**SOURCE MATERIAL**
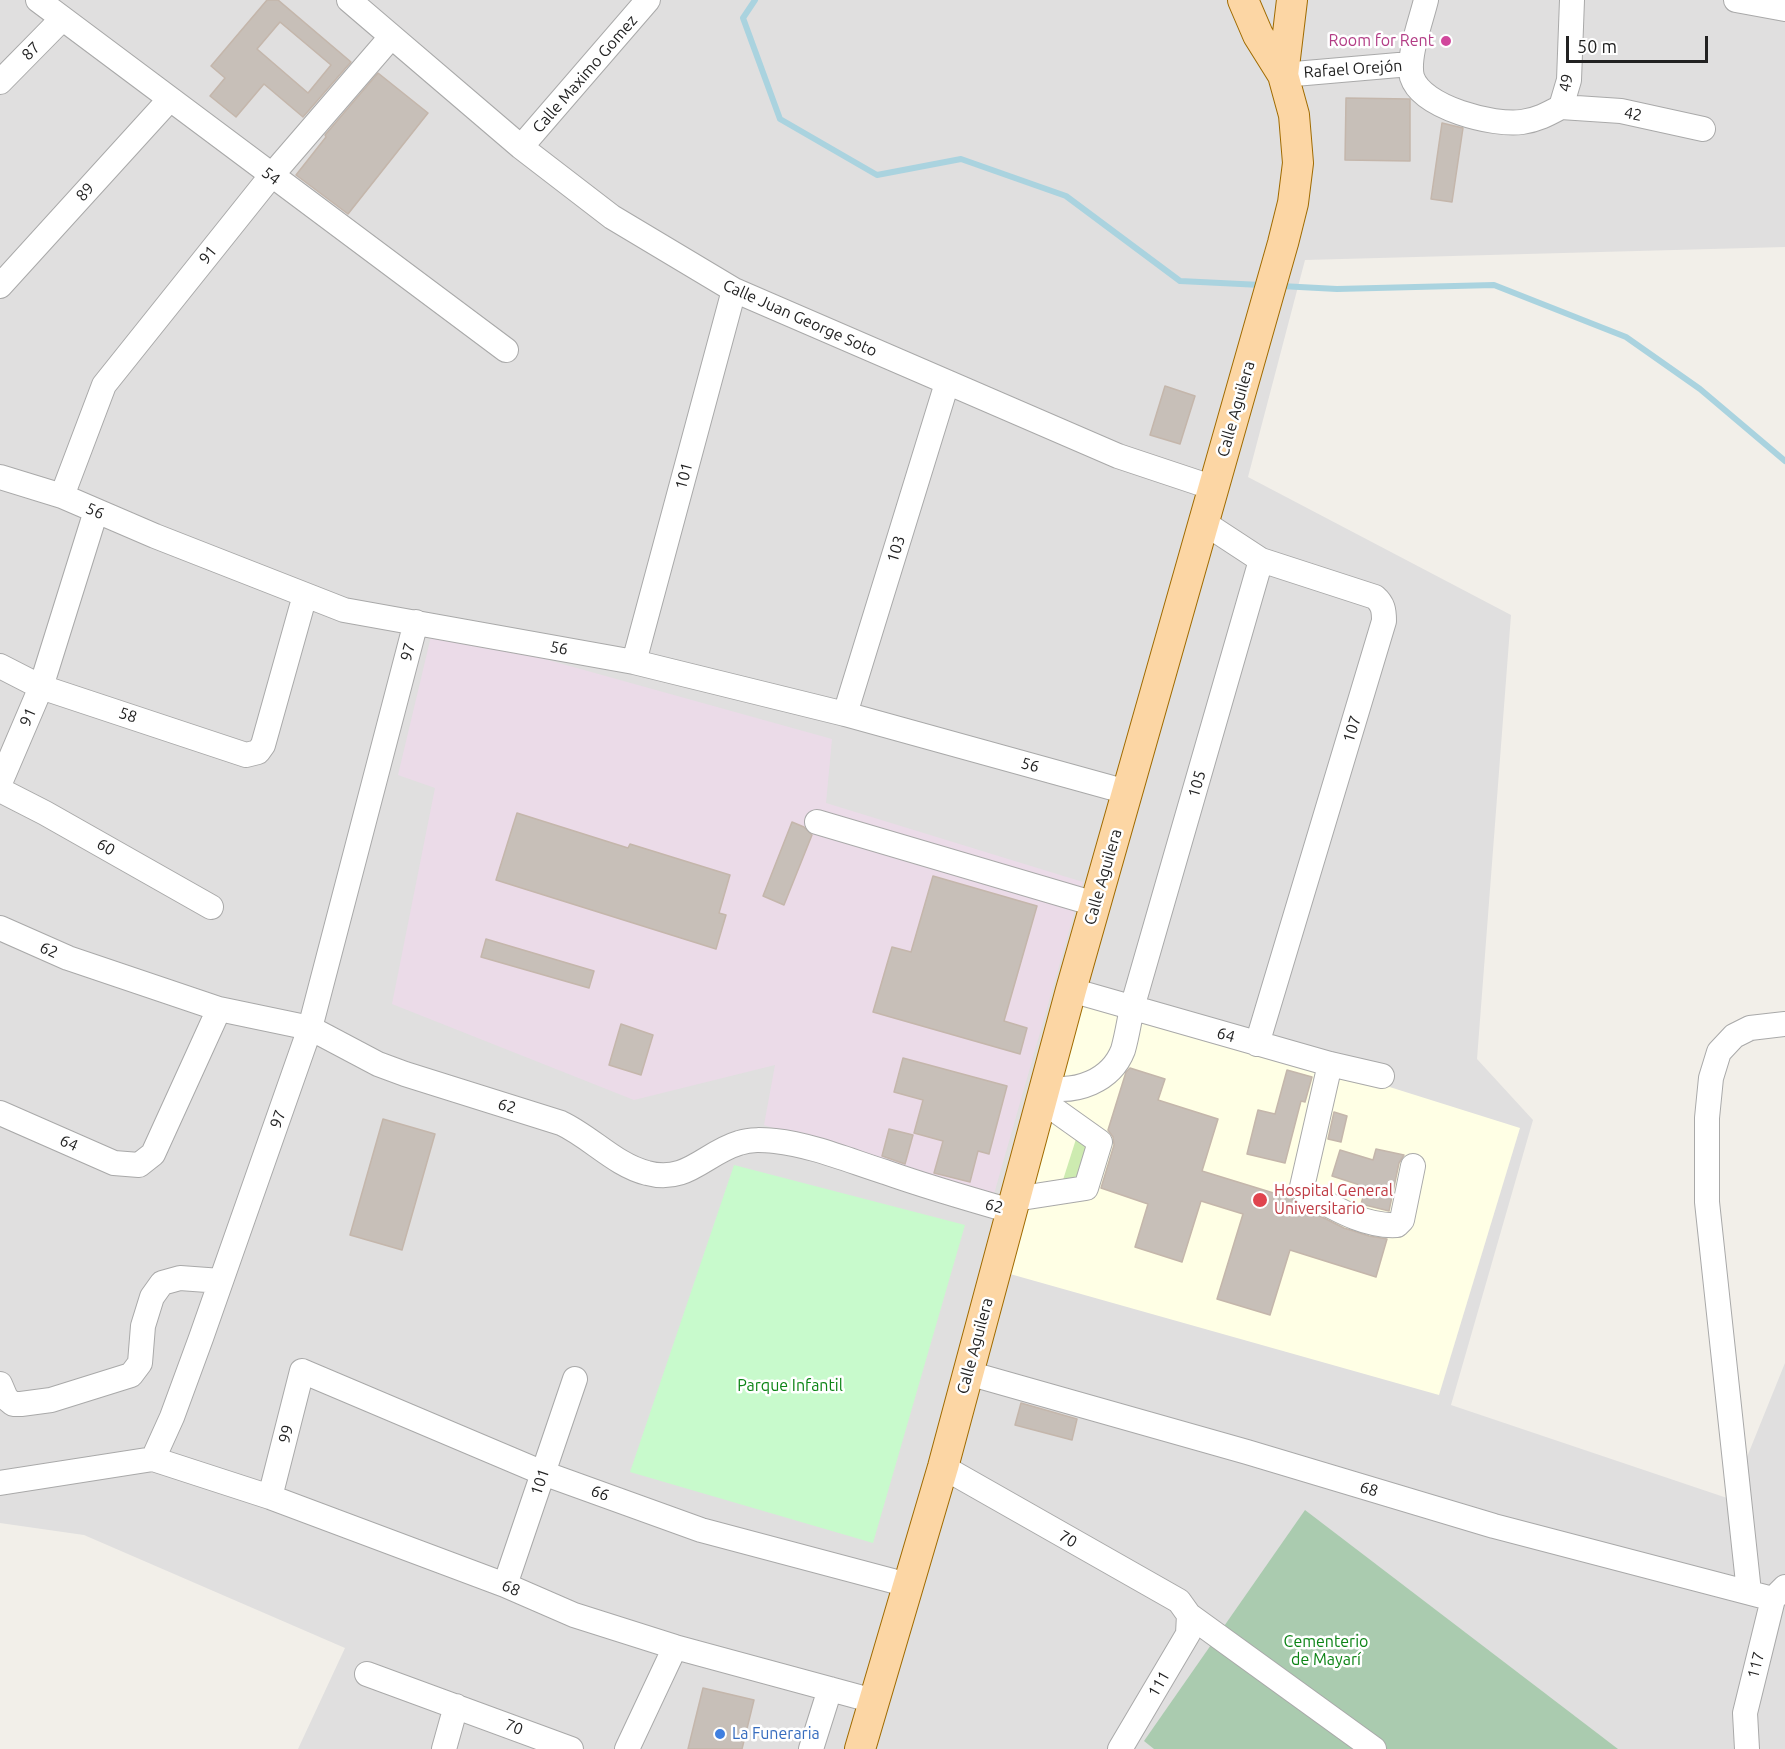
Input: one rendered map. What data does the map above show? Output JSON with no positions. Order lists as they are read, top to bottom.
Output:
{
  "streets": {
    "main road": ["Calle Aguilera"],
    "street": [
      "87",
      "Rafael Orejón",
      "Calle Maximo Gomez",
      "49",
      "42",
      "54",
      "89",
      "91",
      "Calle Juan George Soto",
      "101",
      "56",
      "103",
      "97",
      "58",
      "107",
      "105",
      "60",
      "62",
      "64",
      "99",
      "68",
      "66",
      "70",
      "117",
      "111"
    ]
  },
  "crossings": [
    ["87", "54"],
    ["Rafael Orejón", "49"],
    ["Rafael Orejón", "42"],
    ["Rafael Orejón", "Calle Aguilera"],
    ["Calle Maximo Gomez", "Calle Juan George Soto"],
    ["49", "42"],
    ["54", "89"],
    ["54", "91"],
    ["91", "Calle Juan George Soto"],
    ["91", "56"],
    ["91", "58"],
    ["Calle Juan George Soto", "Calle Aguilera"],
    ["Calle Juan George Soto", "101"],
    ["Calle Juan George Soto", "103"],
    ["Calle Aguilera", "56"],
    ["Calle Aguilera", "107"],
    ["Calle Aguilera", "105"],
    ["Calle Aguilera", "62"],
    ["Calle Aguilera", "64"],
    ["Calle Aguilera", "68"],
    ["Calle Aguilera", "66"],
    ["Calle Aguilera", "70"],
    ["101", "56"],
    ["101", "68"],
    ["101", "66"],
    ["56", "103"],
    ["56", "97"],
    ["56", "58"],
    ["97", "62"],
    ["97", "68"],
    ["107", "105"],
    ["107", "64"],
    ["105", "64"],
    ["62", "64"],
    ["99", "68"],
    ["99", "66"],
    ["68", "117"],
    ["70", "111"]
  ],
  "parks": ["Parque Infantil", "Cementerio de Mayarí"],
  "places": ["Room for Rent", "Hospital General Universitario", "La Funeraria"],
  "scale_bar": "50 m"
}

**EXERCISE OBJECTIVE**
Go through the listing above, and whenever a line holds the word "Soto", copy it.

**RESPONSE BOX**
      "Calle Juan George Soto",
    ["Calle Maximo Gomez", "Calle Juan George Soto"],
    ["91", "Calle Juan George Soto"],
    ["Calle Juan George Soto", "Calle Aguilera"],
    ["Calle Juan George Soto", "101"],
    ["Calle Juan George Soto", "103"],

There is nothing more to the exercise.